# TASK PROMPT
Produce an exact copy of all the data below, dropping every image.

# SOURCE DATA
+ + + + +

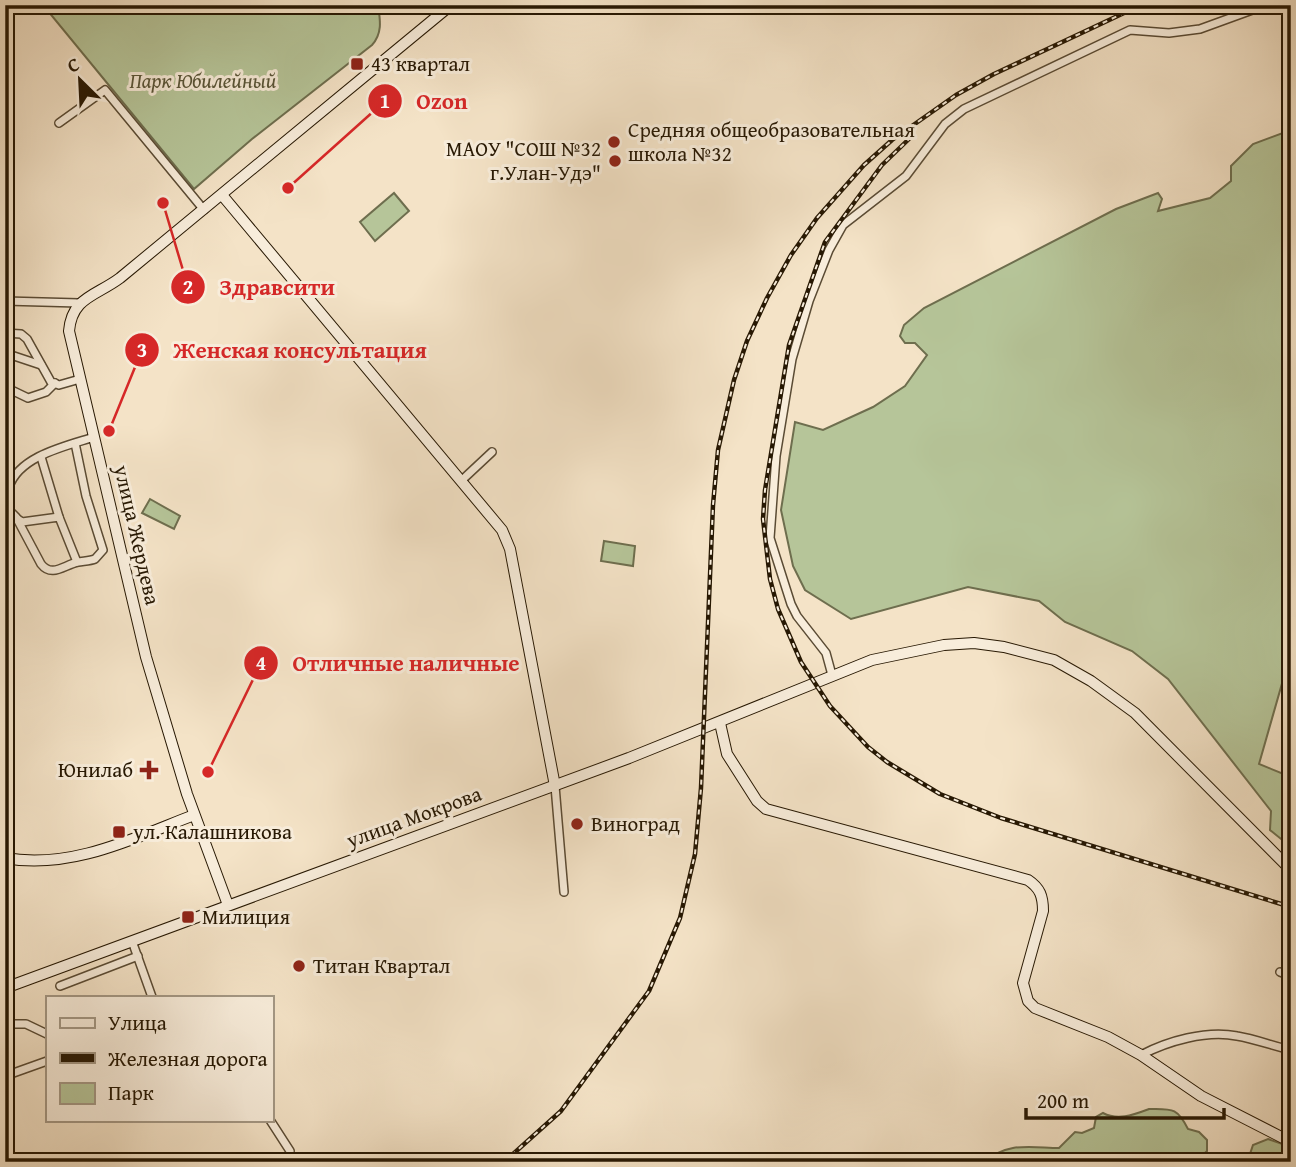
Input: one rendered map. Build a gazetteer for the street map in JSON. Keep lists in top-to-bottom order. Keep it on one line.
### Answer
{"streets":{"main road":["улица Жердева","улица Мокрова"]},"crossings":[["улица Жердева","улица Мокрова"]],"parks":["Парк Юбилейный"],"places":{"transit":["43 квартал","ул. Калашникова","Милиция"],"other":["Средняя общеобразовательная школа №32","МАОУ \"СОШ №32 г.Улан-Удэ\"","Ozon","Здравсити","Женская консультация","Отличные наличные","Виноград","Титан Квартал"],"health":["Юнилаб"]},"legend":["Улица","Железная дорога","Парк"],"scale_bar":"200 m","north":"top left"}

+ + + + +

# SOLUTION FOR THIS EXERCISE
Input: one rendered map. Build a gazetteer for the street map in JSON. Keep lists in top-to-bottom order. Keep it on one line.
### Answer
{"streets":{"main road":["улица Жердева","улица Мокрова"]},"crossings":[["улица Жердева","улица Мокрова"]],"parks":["Парк Юбилейный"],"places":{"transit":["43 квартал","ул. Калашникова","Милиция"],"other":["Средняя общеобразовательная школа №32","МАОУ \"СОШ №32 г.Улан-Удэ\"","Ozon","Здравсити","Женская консультация","Отличные наличные","Виноград","Титан Квартал"],"health":["Юнилаб"]},"legend":["Улица","Железная дорога","Парк"],"scale_bar":"200 m","north":"top left"}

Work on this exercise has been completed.